Within the lines below, find those that hold the string "strokeStyle" and copy each one.

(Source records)

###

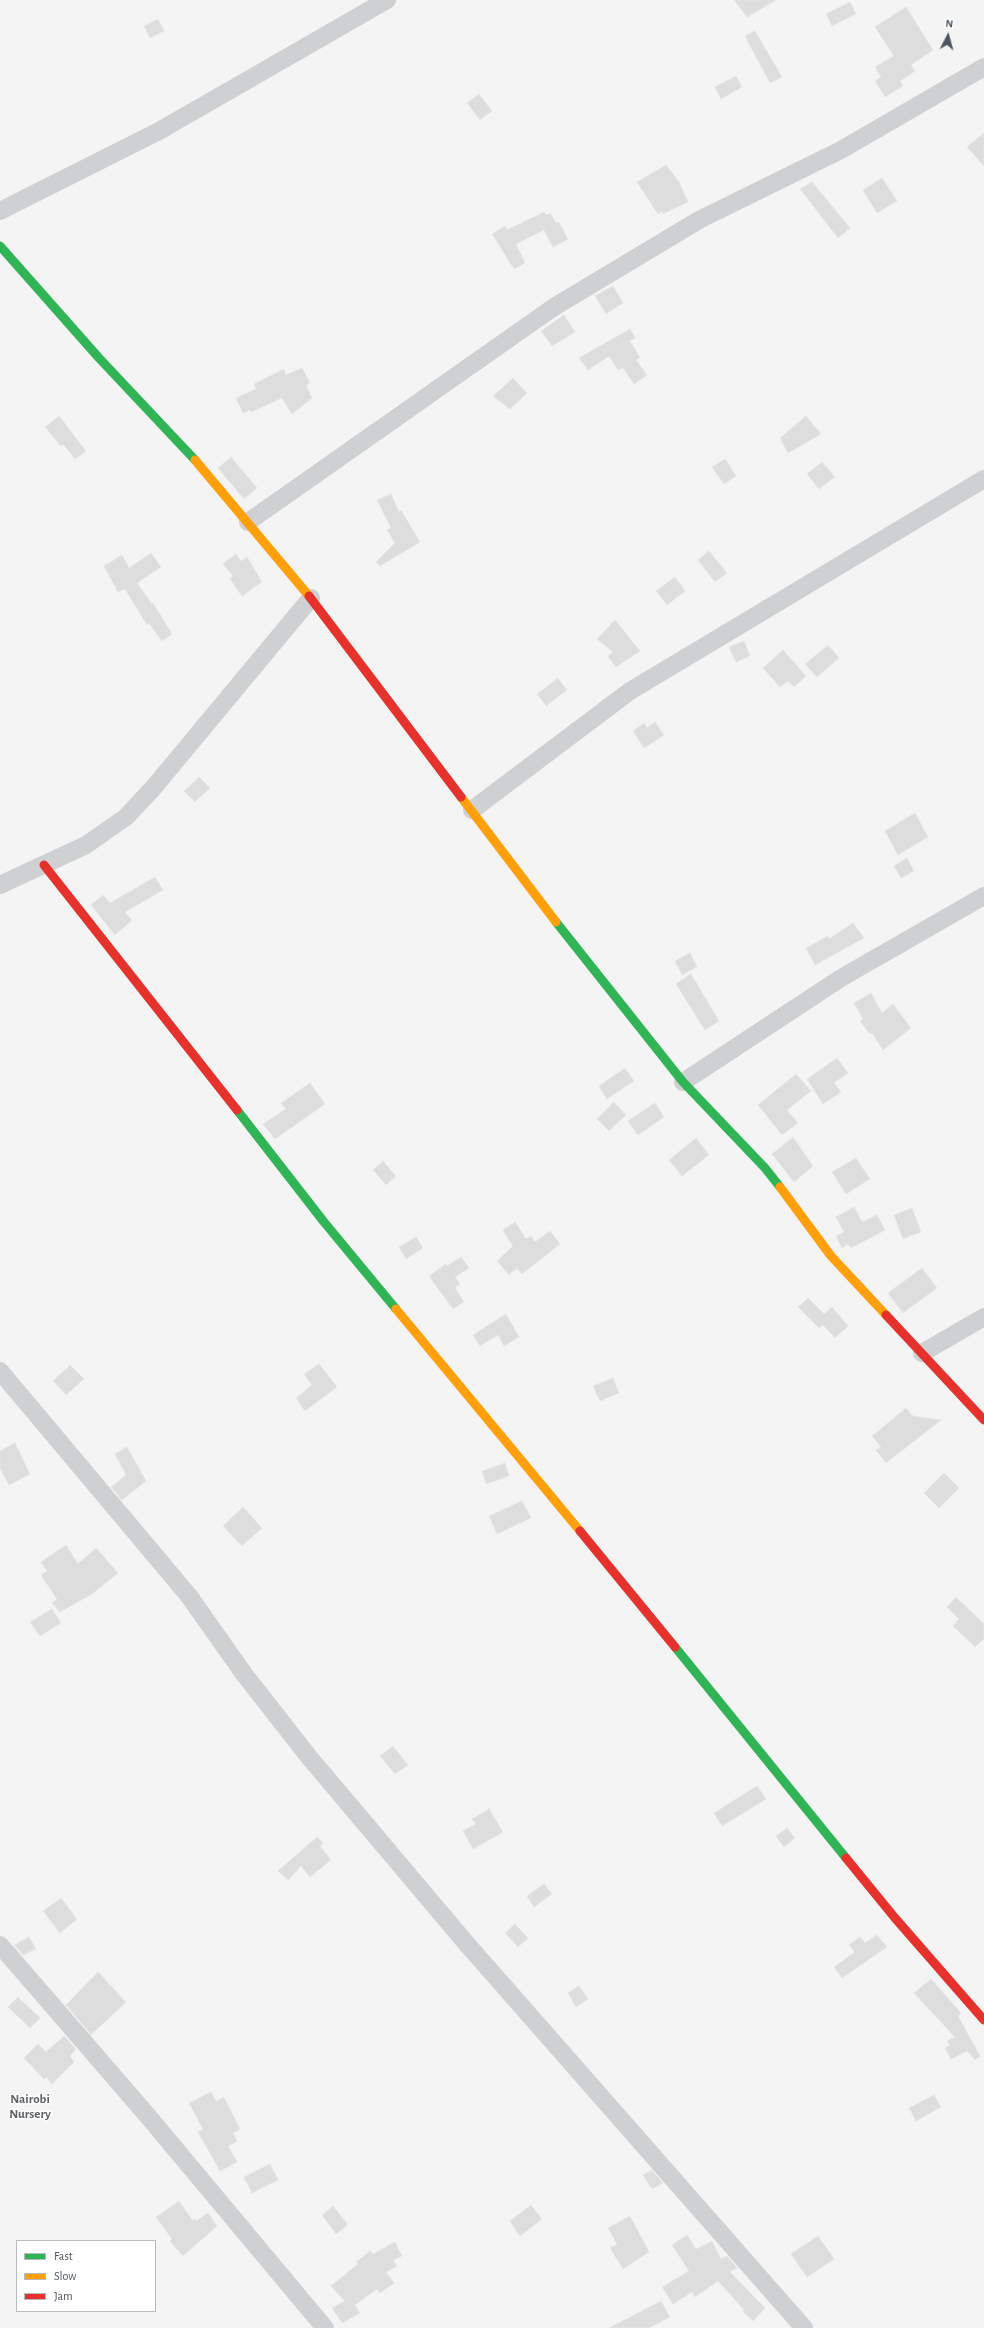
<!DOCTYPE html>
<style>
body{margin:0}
#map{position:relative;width:984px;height:2328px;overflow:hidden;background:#f4f4f4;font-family:"Alegreya Sans",sans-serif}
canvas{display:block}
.legend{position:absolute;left:16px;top:2240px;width:140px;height:72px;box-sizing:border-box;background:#fff;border:1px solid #b7bbc0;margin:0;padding:5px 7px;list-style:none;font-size:12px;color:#4a5661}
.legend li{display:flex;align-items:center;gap:8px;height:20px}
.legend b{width:20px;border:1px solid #b7bbc0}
.north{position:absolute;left:928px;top:16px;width:40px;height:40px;-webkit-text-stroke:3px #fff;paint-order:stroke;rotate:6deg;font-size:11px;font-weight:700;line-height:16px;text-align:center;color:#4a5661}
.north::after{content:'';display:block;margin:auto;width:14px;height:18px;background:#4a5661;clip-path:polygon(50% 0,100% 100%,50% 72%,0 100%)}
</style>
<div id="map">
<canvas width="984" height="2328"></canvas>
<ul class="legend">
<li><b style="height:5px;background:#30b455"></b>Fast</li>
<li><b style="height:5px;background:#ff9f0a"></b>Slow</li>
<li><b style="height:5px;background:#e5322d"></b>Jam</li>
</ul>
<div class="north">N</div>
</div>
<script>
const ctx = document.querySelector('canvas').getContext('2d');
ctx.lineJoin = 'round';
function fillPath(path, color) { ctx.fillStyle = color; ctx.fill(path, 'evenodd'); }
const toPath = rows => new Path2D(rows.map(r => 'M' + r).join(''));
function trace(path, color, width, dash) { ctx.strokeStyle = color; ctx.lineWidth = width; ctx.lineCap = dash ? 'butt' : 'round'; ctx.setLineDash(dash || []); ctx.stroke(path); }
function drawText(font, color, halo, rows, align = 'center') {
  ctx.font = font + ' "Alegreya Sans",sans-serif'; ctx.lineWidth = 3; ctx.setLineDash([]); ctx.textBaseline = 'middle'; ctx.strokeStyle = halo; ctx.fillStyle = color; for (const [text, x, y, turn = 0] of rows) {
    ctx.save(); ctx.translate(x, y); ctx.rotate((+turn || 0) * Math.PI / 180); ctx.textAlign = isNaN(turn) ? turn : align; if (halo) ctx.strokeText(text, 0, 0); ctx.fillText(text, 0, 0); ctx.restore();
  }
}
const building = toPath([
 [734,0,776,0,747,17,734,0],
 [850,2,856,14,832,26,826,14,850,2],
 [906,7,933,50,911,65,915,71,900,81,903,86,885,97,875,81,881,77,875,67,894,56,875,27,906,7],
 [158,19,164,31,150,38,144,26,158,19],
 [755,31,782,77,770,83,745,36,755,31],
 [736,76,742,87,721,99,715,87,736,76],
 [479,94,492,111,480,120,467,103,479,94],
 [984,133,984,166,967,147,984,133],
 [666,165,679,182,688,202,663,214,662,212,658,214,637,182,666,165],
 [882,178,897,201,877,213,863,190,882,178],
 [812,182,850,228,838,238,800,189,812,182],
 [544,212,547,215,550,213,556,223,559,222,568,239,553,247,544,230,516,244,525,263,514,269,492,234,505,226,507,230,544,212],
 [613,286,623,303,606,314,595,296,613,286],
 [564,315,575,332,552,346,541,331,564,315],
 [630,329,635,338,630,341,640,358,636,360,647,375,634,384,623,368,618,370,609,356,588,370,579,358,630,329],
 [302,368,310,383,306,385,312,398,292,414,282,398,251,412,250,410,243,413,236,398,256,389,254,384,284,369,286,375,302,368],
 [513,378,527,393,510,409,493,396,513,378],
 [59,416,86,451,75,459,63,444,61,446,45,427,59,416],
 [806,416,821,434,788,453,780,438,806,416],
 [231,457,257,488,244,499,218,468,231,457],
 [725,459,736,476,724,484,712,467,725,459],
 [822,462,835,477,819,489,807,474,822,462],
 [391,494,399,512,401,510,420,542,380,566,376,562,395,543,387,530,391,528,377,500,391,494],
 [709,551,727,573,715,582,698,560,709,551],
 [151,553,161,567,137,583,152,604,153,603,172,634,162,641,149,623,147,625,125,589,118,592,104,566,122,555,129,568,151,553],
 [236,554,241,561,247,557,262,582,242,596,230,579,233,576,223,564,236,554],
 [675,577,685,591,667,605,656,591,675,577],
 [615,620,640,651,616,667,608,656,613,652,597,639,615,620],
 [744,641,750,656,736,662,729,647,744,641],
 [828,645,839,658,817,677,805,664,828,645],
 [783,650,806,676,794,687,788,681,780,687,763,668,783,650],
 [558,678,567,690,546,706,537,694,558,678],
 [655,722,664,735,644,748,633,731,644,723,647,728,655,722],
 [199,777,210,788,195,802,184,791,199,777],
 [915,813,928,837,898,855,885,831,915,813],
 [907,858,914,871,901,878,894,866,907,858],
 [155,877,163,890,125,912,132,920,115,935,91,905,103,895,110,903,155,877],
 [853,923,864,938,815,965,806,948,828,936,829,939,853,923],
 [690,953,697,967,682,975,675,961,690,953],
 [691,974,719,1021,705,1030,676,984,691,974],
 [871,993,882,1013,893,1004,911,1028,883,1050,872,1033,870,1034,860,1021,863,1019,854,1003,871,993],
 [837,1058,848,1073,834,1083,841,1092,823,1104,807,1079,837,1058],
 [625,1068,634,1081,607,1099,599,1086,625,1068],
 [796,1074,811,1091,787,1110,798,1123,782,1135,758,1105,796,1074],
 [310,1083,325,1104,275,1139,263,1124,286,1109,281,1103,310,1083],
 [614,1102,626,1115,609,1131,597,1119,614,1102],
 [655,1103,664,1117,638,1135,628,1121,655,1103],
 [793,1137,813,1166,794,1182,772,1154,793,1137],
 [696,1138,709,1155,682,1176,669,1160,696,1138],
 [856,1158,870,1179,846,1194,832,1172,856,1158],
 [383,1161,396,1176,386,1185,373,1170,383,1161],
 [854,1207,862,1222,877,1215,885,1230,851,1248,848,1244,842,1248,836,1236,844,1232,836,1217,854,1207],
 [912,1208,921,1232,903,1239,894,1215,912,1208],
 [515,1222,526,1239,531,1236,535,1242,550,1231,560,1244,522,1274,517,1268,509,1275,497,1261,513,1246,503,1230,515,1222],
 [416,1237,423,1248,406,1259,399,1247,416,1237],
 [461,1257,469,1268,455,1277,460,1284,455,1288,464,1302,453,1309,429,1276,446,1264,447,1266,461,1257],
 [922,1268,937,1288,903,1313,888,1293,922,1268],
 [808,1298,824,1314,832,1307,848,1326,835,1338,823,1325,819,1328,798,1307,808,1298],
 [506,1314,519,1337,504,1346,498,1335,480,1346,473,1335,506,1314],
 [319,1364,337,1387,305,1411,296,1398,312,1385,304,1374,319,1364],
 [70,1365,84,1379,66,1395,53,1381,70,1365],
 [613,1378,619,1393,600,1401,593,1386,613,1378],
 [906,1408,913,1416,941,1420,886,1463,876,1450,881,1447,872,1436,906,1408],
 [15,1443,30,1474,9,1485,0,1468,0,1451,15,1443],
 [127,1447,146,1481,122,1500,111,1487,126,1475,115,1454,127,1447],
 [505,1463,509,1476,486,1484,482,1471,505,1463],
 [944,1473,959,1488,939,1508,924,1493,944,1473],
 [522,1501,531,1518,497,1534,489,1516,522,1501],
 [243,1507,262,1528,242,1546,223,1526,243,1507],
 [66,1545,78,1564,96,1548,118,1573,92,1594,60,1612,52,1603,57,1599,41,1575,47,1571,41,1562,66,1545],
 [956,1597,984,1624,984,1639,975,1647,953,1626,959,1619,947,1607,956,1597],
 [52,1609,61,1623,40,1636,30,1622,52,1609],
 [393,1746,408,1765,395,1774,380,1756,393,1746],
 [757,1786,766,1799,722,1826,714,1813,757,1786],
 [489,1809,503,1832,473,1849,463,1831,476,1824,472,1819,489,1809],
 [787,1828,795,1838,784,1847,776,1836,787,1828],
 [317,1837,323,1843,320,1846,331,1860,310,1877,301,1866,288,1880,278,1871,317,1837],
 [544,1884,552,1894,534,1907,527,1896,544,1884],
 [61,1898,77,1919,60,1933,43,1911,61,1898],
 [515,1924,528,1938,518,1947,505,1933,515,1924],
 [877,1935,887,1947,842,1978,834,1967,855,1952,849,1945,860,1937,865,1943,877,1935],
 [29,1937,36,1949,23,1955,14,1945,29,1937],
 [98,1972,126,2002,91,2035,66,2005,98,1972],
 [931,1979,961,2013,958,2016,980,2056,975,2060,967,2051,951,2059,945,2048,950,2045,947,2041,955,2037,914,1993,931,1979],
 [579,1986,588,1999,576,2007,568,1993,579,1986],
 [18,1997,40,2018,30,2028,8,2007,18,1997],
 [64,2036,76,2049,70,2056,74,2062,52,2084,46,2077,44,2079,24,2058,38,2044,46,2052,64,2036],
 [211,2092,216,2101,224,2097,240,2129,233,2133,237,2141,228,2146,237,2162,220,2171,198,2132,203,2129,189,2103,211,2092],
 [934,2095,941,2107,916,2121,909,2108,934,2095],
 [270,2164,278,2180,252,2193,244,2177,270,2164],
 [652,2170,663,2183,652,2189,643,2175,652,2170],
 [179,2201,193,2221,195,2219,196,2221,208,2213,217,2226,183,2256,170,2241,172,2239,156,2217,179,2201],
 [531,2205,542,2219,520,2236,510,2221,531,2205],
 [333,2206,348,2225,336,2234,322,2215,333,2206],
 [630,2216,649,2252,623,2269,610,2248,617,2244,608,2228,630,2216],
 [687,2235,696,2249,712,2241,721,2259,727,2256,735,2265,737,2268,730,2272,765,2308,753,2321,743,2312,744,2310,718,2281,695,2297,692,2292,673,2304,662,2287,689,2271,672,2245,687,2235],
 [818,2236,834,2259,807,2277,791,2254,818,2236],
 [395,2242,402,2256,393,2260,397,2266,386,2272,394,2283,380,2293,377,2289,355,2305,360,2313,342,2323,332,2308,345,2301,331,2286,358,2264,356,2262,370,2251,373,2254,395,2242],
 [661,2301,670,2317,649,2328,609,2328,661,2301]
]);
fillPath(building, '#ddddde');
trace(building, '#e5e6e7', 1);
trace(toPath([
 [0,211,159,131,387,0],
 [248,522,554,307,699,220,841,150,984,67],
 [472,810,630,691,984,479],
 [0,885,86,845,126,817,154,787,311,598],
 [683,1082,841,978,984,896],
 [922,1353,984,1317],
 [0,1371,189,1596,244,1674,309,1757,466,1943,804,2328],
 [0,1945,147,2115,325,2328]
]), '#ced0d2', 18);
trace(toPath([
 [0,246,99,358,195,460],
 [556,922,683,1082,765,1168,780,1187],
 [237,1110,324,1222,396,1309],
 [675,1647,846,1858]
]), '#30b455', 9);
trace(toPath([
 [195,460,309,596],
 [461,797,556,922],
 [780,1187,831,1256,886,1315],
 [396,1309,580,1531]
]), '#ff9f0a', 9);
trace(toPath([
 [309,596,461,797],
 [44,865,237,1110],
 [886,1315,984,1420],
 [580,1531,675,1647],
 [846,1858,895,1918,984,2020]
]), '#e5322d', 9);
drawText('bold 13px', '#5f6368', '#fff', [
 ["Nairobi",30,2099],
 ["Nursery",30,2114]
]);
</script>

###

Output of the task:
function trace(path, color, width, dash) { ctx.strokeStyle = color; ctx.lineWidth = width; ctx.lineCap = dash ? 'butt' : 'round'; ctx.setLineDash(dash || []); ctx.stroke(path); }
  ctx.font = font + ' "Alegreya Sans",sans-serif'; ctx.lineWidth = 3; ctx.setLineDash([]); ctx.textBaseline = 'middle'; ctx.strokeStyle = halo; ctx.fillStyle = color; for (const [text, x, y, turn = 0] of rows) {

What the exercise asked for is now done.